→ **What to work on**
Only the lines with "html" in the entries below belong in the answer; please copy them.

→ **Source data**
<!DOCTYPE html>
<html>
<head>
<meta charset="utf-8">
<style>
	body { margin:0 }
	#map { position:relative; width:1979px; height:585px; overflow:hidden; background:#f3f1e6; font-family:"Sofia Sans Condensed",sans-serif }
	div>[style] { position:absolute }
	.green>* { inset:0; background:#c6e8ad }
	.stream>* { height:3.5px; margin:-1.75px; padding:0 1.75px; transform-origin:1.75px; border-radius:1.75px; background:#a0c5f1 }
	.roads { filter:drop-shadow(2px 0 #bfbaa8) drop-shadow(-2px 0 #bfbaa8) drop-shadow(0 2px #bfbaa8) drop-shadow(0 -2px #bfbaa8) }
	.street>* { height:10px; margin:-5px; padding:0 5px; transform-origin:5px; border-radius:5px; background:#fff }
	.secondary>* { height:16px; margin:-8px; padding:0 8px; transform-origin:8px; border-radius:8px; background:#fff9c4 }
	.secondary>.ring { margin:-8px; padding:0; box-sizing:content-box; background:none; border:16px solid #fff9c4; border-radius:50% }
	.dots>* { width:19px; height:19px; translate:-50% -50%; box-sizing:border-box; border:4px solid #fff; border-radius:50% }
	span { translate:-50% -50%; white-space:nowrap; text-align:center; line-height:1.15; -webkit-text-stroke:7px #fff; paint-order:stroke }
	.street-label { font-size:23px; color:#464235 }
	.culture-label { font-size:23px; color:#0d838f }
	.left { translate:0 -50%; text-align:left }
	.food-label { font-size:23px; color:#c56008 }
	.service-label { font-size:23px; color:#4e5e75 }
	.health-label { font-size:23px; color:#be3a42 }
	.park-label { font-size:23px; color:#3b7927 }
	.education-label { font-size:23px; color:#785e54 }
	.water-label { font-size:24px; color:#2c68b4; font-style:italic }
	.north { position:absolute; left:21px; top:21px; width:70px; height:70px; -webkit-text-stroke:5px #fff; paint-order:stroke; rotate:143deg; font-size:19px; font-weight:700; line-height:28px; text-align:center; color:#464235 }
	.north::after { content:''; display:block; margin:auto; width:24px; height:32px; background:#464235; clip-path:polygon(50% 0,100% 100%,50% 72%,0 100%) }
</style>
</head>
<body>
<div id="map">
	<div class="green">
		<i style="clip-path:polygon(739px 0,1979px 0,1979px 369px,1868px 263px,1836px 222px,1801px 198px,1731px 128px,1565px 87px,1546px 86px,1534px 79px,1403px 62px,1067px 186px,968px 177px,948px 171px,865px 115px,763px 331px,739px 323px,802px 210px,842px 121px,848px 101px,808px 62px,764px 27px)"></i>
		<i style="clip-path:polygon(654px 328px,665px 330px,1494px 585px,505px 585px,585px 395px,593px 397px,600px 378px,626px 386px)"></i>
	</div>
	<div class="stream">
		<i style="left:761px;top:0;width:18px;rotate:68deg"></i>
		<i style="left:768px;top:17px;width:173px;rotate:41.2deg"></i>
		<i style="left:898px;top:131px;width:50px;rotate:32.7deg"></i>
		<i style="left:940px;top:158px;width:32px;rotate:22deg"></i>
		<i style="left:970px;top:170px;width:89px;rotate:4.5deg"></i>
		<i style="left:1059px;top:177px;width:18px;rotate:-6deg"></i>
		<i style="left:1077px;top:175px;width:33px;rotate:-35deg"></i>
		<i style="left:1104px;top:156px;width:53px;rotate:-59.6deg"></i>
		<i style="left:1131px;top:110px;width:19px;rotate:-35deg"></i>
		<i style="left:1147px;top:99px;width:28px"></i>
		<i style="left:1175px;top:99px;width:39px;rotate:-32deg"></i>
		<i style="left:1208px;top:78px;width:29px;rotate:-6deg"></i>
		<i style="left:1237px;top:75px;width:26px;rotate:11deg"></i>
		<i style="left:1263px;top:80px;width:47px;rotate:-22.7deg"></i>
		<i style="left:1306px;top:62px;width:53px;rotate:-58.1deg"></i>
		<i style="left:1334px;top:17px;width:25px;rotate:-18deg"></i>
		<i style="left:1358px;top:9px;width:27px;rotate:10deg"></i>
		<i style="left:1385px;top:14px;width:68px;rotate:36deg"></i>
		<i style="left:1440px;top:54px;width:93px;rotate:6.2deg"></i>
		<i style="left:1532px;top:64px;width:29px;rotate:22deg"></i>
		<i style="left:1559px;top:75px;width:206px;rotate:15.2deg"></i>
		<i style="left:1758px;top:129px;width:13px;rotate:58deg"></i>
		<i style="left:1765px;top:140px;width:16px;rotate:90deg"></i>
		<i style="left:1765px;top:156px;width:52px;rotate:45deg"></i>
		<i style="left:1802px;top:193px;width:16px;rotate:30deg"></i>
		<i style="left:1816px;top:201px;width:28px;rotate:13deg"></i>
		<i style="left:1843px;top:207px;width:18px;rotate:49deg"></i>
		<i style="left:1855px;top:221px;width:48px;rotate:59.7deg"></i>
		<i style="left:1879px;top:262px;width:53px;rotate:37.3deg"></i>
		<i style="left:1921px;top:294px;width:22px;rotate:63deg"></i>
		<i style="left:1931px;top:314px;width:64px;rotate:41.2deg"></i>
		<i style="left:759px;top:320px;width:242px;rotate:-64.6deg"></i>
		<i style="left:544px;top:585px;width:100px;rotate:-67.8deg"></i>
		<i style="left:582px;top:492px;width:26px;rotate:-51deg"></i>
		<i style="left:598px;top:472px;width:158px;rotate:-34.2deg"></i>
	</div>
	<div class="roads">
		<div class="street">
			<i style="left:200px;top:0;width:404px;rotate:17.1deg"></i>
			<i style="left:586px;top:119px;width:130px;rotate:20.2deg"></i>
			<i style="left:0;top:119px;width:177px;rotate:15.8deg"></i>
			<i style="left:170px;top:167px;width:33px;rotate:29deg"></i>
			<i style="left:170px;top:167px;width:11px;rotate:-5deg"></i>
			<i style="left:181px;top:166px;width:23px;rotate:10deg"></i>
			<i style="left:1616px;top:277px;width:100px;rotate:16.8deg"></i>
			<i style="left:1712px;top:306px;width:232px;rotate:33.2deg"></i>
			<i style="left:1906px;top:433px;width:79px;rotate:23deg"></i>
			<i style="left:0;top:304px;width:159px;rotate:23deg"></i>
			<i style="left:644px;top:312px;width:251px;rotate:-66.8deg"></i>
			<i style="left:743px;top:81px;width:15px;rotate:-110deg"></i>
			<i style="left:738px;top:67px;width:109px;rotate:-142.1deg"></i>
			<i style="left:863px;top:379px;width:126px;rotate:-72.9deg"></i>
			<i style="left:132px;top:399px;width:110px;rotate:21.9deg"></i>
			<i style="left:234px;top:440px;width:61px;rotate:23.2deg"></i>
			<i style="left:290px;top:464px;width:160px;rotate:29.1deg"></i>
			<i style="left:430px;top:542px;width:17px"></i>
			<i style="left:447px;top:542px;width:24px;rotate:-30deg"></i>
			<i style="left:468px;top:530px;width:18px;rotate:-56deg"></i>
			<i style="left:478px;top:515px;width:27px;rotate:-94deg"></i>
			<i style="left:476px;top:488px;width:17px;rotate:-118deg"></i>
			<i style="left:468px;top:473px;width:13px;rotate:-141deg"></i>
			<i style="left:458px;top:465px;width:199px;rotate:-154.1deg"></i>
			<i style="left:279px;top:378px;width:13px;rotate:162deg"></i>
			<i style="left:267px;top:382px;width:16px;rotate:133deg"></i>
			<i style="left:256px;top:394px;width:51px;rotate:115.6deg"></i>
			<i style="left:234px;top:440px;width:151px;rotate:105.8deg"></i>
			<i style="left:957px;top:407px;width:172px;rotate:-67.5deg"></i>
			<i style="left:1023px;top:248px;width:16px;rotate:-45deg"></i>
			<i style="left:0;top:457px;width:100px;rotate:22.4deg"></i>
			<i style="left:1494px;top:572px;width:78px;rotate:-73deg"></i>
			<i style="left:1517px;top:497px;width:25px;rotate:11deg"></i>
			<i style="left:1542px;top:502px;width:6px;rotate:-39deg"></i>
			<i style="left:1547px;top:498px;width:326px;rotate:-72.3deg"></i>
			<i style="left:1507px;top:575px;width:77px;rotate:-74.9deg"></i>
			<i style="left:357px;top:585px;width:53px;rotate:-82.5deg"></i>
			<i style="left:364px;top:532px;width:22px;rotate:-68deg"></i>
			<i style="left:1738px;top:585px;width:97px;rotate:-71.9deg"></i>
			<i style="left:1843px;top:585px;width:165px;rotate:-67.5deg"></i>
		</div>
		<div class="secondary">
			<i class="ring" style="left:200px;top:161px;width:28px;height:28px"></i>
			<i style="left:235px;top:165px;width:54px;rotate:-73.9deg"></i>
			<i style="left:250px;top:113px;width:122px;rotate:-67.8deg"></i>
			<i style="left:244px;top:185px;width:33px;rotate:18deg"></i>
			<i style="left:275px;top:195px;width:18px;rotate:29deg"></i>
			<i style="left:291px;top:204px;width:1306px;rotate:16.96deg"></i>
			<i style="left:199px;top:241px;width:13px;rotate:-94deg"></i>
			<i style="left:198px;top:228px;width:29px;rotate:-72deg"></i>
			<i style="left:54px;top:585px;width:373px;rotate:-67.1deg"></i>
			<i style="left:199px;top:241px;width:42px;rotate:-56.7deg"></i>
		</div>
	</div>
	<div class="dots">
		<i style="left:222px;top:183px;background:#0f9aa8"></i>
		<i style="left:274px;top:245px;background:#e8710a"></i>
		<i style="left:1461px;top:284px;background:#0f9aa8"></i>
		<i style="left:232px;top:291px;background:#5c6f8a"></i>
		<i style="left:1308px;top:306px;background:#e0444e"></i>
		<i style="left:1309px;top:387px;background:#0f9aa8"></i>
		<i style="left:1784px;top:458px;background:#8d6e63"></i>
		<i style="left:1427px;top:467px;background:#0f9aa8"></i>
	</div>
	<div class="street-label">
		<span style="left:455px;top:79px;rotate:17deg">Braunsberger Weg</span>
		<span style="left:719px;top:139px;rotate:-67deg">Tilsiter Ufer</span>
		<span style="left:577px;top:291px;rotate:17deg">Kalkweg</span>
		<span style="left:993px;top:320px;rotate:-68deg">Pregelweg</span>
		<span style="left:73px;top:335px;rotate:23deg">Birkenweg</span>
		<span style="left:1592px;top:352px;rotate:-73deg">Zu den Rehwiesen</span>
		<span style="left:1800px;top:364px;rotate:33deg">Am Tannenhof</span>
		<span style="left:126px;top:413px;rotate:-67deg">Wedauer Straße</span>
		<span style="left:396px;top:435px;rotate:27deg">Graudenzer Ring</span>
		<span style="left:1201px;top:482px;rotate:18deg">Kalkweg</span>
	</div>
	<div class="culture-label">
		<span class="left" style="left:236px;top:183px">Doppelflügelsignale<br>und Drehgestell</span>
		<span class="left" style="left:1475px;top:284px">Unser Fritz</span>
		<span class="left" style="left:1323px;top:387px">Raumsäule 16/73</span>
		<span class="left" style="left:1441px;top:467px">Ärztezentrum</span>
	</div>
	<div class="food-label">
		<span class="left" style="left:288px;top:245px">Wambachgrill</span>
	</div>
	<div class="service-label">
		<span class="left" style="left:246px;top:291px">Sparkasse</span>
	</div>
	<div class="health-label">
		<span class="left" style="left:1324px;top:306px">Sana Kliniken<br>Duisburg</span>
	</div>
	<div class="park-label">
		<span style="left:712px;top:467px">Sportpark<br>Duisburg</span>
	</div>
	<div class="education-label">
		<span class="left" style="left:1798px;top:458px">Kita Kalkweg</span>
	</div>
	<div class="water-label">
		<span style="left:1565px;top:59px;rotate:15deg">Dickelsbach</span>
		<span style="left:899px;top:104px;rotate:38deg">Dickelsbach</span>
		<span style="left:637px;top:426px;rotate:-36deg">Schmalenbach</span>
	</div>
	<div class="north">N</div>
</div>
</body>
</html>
* * *
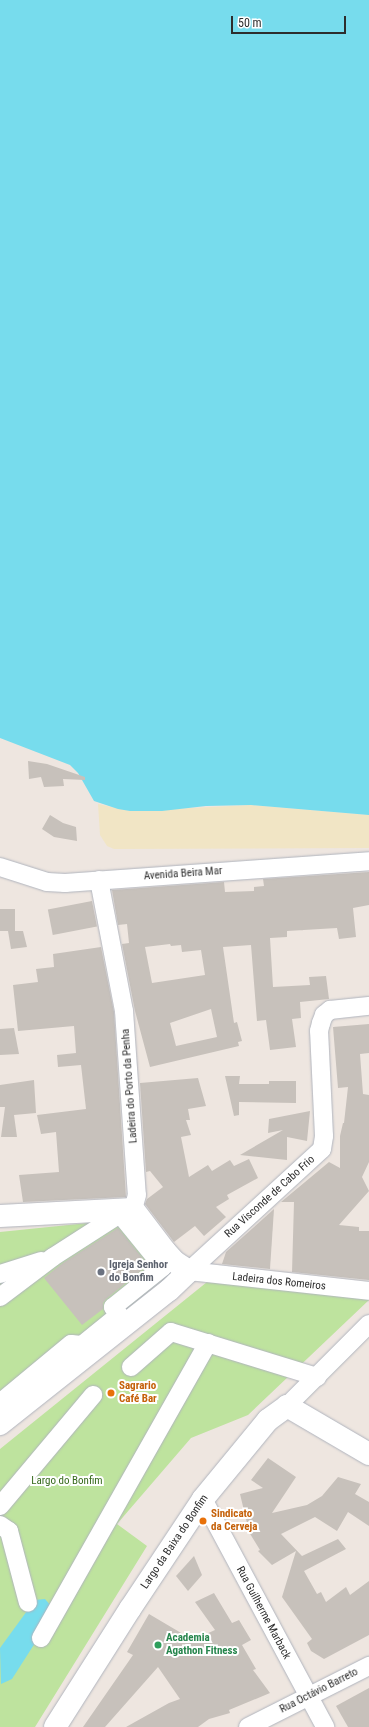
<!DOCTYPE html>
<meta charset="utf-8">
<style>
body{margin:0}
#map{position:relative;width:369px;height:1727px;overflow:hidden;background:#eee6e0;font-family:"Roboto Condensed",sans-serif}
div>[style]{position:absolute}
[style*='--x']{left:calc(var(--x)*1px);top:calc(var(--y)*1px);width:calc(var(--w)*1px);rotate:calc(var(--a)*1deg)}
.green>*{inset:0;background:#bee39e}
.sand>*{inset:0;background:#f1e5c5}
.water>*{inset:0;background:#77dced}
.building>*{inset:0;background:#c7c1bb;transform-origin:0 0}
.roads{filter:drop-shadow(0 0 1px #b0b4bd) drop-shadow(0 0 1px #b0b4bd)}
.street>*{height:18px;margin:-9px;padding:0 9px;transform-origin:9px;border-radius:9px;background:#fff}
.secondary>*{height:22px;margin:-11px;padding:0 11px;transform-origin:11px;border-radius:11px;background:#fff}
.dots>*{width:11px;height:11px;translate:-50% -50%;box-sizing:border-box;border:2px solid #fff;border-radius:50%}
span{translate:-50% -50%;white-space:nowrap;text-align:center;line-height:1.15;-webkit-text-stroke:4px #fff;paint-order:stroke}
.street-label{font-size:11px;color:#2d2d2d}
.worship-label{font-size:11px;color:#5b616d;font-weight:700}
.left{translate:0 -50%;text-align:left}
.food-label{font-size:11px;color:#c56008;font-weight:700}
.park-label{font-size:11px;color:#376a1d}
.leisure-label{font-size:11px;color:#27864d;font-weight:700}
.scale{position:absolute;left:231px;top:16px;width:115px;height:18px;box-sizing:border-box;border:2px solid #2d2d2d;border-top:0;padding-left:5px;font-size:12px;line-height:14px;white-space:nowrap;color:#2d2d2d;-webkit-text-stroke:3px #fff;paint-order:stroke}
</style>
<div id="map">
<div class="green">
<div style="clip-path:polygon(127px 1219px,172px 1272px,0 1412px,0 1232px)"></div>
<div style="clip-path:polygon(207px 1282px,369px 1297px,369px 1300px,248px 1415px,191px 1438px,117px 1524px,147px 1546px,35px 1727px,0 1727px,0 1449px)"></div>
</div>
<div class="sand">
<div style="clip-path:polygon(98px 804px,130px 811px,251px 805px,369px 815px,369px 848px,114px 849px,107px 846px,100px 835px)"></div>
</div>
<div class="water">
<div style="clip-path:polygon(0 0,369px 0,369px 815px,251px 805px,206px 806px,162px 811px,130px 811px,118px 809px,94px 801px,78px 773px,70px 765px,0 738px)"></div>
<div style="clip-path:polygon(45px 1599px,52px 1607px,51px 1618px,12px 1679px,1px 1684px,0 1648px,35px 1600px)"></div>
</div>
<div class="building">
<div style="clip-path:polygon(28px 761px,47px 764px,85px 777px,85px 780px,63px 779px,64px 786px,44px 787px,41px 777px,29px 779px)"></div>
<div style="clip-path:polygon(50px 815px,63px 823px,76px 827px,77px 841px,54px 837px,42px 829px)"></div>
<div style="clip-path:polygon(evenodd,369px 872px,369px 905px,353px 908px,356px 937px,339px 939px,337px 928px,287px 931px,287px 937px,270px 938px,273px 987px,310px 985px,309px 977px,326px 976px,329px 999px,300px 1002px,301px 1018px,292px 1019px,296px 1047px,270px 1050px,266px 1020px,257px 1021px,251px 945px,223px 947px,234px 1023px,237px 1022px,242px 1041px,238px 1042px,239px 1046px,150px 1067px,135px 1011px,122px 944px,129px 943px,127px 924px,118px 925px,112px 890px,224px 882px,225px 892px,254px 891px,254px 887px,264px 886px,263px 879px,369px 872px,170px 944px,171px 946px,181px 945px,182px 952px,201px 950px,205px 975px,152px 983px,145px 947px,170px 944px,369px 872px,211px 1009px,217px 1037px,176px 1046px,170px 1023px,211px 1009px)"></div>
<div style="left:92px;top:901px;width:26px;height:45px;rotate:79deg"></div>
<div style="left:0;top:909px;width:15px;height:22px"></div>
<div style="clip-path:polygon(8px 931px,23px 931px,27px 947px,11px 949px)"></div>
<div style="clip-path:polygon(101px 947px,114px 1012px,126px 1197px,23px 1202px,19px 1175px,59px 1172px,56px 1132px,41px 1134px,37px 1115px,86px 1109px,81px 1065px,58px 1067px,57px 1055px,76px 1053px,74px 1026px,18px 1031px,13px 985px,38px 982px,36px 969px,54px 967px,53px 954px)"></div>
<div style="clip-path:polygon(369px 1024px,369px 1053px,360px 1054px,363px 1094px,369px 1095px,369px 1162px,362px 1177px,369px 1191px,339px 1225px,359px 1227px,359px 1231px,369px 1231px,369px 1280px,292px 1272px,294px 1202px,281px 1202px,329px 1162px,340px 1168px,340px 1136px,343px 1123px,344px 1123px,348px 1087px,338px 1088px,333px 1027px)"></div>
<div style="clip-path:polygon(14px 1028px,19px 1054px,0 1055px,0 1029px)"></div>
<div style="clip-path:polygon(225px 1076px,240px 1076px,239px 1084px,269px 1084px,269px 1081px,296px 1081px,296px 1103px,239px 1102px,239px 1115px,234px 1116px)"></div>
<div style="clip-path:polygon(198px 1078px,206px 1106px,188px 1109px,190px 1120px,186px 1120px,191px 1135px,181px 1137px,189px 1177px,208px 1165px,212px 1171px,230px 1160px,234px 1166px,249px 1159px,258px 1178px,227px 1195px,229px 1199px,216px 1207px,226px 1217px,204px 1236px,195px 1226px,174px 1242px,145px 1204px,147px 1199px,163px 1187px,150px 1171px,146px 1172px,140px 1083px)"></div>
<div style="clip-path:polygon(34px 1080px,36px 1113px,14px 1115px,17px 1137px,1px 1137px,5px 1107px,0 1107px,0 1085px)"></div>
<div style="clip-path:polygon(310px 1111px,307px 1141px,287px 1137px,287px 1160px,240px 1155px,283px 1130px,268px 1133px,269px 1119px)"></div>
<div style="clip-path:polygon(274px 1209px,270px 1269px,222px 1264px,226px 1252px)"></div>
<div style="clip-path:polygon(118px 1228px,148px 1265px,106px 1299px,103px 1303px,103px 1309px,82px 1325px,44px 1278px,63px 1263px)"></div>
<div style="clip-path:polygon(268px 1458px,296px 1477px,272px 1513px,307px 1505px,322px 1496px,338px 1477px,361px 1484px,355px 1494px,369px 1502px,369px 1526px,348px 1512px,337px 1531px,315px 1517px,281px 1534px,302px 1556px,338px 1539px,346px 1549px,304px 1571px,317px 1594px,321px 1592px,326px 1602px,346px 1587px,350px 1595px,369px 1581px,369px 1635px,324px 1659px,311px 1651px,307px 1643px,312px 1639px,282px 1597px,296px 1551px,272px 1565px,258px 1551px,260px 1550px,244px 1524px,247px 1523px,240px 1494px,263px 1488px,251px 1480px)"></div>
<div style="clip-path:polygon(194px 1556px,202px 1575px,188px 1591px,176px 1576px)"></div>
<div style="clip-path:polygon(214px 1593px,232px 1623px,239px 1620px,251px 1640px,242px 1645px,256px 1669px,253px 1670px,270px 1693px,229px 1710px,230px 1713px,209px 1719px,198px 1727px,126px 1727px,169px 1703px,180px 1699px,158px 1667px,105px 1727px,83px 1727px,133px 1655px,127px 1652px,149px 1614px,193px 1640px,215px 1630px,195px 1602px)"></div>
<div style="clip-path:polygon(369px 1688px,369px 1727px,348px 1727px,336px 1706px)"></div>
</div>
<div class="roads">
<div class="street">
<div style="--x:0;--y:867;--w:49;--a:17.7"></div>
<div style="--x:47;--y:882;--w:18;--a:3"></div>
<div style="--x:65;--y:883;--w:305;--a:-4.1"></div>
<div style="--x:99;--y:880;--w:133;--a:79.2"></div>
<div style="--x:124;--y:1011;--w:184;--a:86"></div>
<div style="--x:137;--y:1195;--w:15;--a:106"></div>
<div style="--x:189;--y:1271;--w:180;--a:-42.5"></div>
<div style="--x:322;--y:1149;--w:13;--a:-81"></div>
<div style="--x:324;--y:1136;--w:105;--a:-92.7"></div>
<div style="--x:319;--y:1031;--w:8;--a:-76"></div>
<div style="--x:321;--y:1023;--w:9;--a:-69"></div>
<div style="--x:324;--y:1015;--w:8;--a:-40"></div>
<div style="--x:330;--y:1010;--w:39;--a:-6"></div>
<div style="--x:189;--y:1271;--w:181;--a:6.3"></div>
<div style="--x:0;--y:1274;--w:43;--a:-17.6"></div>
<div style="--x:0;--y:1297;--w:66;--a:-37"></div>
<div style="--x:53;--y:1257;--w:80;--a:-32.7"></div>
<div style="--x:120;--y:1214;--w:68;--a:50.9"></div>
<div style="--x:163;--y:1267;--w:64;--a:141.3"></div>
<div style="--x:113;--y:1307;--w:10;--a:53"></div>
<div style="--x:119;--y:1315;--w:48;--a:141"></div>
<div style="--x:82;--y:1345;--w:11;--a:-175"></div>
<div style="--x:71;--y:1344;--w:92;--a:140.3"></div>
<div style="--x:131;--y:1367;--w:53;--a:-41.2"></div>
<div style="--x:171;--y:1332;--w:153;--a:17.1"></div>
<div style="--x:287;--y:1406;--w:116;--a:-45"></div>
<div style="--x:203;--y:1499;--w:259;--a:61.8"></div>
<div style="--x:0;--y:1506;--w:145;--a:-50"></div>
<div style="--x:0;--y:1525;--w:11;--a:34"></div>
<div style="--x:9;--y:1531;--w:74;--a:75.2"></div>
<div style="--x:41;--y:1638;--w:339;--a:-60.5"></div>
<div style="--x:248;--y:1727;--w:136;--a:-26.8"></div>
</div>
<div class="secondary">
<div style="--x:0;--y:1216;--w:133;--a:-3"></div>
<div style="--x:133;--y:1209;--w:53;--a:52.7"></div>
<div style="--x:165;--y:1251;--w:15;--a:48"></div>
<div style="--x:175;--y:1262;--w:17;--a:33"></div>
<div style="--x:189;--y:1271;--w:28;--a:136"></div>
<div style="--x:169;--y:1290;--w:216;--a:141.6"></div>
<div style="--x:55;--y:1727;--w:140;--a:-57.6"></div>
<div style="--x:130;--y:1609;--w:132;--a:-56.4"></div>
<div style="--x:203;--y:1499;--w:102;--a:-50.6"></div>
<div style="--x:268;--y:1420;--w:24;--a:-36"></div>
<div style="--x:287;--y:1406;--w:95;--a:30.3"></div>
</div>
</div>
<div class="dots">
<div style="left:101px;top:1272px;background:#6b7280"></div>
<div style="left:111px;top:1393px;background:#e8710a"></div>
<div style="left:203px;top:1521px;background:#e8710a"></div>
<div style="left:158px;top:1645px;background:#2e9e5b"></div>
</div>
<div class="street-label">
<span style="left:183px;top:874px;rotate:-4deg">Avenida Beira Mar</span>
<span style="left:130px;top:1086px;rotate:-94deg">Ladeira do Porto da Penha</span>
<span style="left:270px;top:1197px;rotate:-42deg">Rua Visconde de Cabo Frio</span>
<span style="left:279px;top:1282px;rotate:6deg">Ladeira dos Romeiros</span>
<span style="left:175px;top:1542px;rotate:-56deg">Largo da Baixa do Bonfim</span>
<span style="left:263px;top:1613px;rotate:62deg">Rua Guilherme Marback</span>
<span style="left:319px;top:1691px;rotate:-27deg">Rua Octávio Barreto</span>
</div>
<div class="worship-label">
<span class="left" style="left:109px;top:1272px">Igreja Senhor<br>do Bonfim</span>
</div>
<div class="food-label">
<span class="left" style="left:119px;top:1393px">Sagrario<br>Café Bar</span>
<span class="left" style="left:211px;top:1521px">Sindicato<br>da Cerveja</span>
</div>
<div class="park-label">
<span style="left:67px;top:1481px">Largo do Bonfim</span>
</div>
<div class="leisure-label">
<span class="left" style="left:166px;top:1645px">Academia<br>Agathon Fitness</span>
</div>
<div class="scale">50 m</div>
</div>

→ **Output below**
<!DOCTYPE html>
<html>
</html>
<!DOCTYPE html>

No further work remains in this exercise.